T. Wheeler Castillo, Terrazzo, 2014. Screenprint, 28 x 28 cm. Printed by Emile Milgrim and T. Wheeler Castillo at Turn-Based Press

Those who’ve been fortunate enough to witness a sunset in Miami are privy to what feels like a slowly darkening and expanding rainbow, a gradient of colors effortlessly stretched, like a blanket, across a mostly flat landscape. It’s a vision that cannot be conveyed properly (not really) without bearing witness. Like most Floridian phenomena beautiful or bizarre—it is equal parts magnificent and strange, and you have to see it to believe in it.

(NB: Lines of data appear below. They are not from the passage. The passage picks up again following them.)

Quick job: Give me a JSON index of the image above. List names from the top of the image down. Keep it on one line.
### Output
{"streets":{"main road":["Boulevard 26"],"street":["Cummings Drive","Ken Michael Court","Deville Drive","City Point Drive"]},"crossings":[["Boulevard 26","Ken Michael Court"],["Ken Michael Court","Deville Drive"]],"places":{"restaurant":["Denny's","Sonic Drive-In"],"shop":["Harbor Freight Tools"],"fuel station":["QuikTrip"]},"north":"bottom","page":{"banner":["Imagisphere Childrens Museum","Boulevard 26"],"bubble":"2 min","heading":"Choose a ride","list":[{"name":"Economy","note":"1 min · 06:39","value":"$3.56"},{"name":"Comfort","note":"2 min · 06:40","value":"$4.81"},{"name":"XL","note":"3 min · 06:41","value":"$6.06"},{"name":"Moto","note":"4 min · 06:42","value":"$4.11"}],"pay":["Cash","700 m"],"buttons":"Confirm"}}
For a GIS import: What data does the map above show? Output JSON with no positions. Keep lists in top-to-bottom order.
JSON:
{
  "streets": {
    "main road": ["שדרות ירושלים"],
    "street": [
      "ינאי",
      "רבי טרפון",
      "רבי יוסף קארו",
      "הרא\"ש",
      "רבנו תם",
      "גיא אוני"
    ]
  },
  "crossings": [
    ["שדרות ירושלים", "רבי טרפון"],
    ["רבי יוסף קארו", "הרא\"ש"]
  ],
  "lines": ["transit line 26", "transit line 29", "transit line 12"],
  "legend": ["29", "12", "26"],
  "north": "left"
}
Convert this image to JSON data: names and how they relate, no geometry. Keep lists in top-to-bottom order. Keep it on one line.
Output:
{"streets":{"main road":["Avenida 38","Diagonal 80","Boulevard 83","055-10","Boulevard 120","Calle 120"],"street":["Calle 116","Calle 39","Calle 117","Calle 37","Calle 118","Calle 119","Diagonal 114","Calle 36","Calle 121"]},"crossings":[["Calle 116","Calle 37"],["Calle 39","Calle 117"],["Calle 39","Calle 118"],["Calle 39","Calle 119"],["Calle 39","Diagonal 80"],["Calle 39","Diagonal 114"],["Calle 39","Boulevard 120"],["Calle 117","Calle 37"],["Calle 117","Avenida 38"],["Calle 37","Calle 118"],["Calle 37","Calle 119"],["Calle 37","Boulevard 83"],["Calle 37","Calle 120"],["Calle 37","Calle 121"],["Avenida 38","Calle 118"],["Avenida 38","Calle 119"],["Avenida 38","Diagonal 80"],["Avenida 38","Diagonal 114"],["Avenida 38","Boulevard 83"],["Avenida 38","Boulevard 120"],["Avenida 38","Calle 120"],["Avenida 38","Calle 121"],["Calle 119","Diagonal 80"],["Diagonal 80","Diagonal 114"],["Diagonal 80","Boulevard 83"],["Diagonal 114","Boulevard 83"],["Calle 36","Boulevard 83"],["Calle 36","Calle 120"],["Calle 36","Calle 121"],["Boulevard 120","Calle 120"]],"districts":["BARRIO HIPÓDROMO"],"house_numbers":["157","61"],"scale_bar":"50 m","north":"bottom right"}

It is with slightly less sentimental underpinnings that Emile Milgrim, musician and founder of the record label Other Electricities, and artist and Turn-Based Press co-director T. (Thom) Wheeler Castillo, created Archival Feedback, an aural and visual project documenting Florida’s unique landscape: its sounds, its feel, and the kaleidoscopic interpretations thereof. Supported by the Knight Foundation, Archival Feedback has been in development for a long while, even in ways unbe- knownst to its makers. Both grew up in Florida, then lived and studied in Portland, Oregon, where they found themselves unwittingly influenced by the warm feelings of their home, the colors and memories weaving their way into their respective crafts. Archival Feedback might be a sonic map, but it is also an unintentional love letter, a manifestation of the inherently resolved act of coming home.

The record’s A side features field recordings—a Biscayne Bay drainpipe, an ice cream truck in Little Haiti, the clinking of seashells in Sanibel—with its F side (“Feedback”) showcasing the work of Floridian sound artists who addressed the field recordings as they saw fit: remixing, reworking, responding. The five prints included with the record are each a personal project themselves: for example, Terrazzo, made up of several layers of color, is designed to invoke the memory, shared by so many Floridian children, of cooling the body on the cookie-patterned floor; Field Notes, a composite “landscape,” showcases a series of dates, including the record’s release, the first airdate of Captain Planet and the Planeteers, and the year Hernando de Escalante Fontaneda was shipwrecked in the Florida Keys.

Suspended In…, the most whimsical of the set, references engraver Theodor De Bry’s sixteenth-century Grand Voyages. De Bry’s documentation of the Timucua tribe’s “third sex” is pejorative in nature; in Suspended In…, an androgynous or trans body, having been subject to interpretation by white colonialism, is set free, dancing and floating. It is through this same process that Milgrim and Castillo document Florida, both transforming and archiving it for future generations’ own understanding and retelling.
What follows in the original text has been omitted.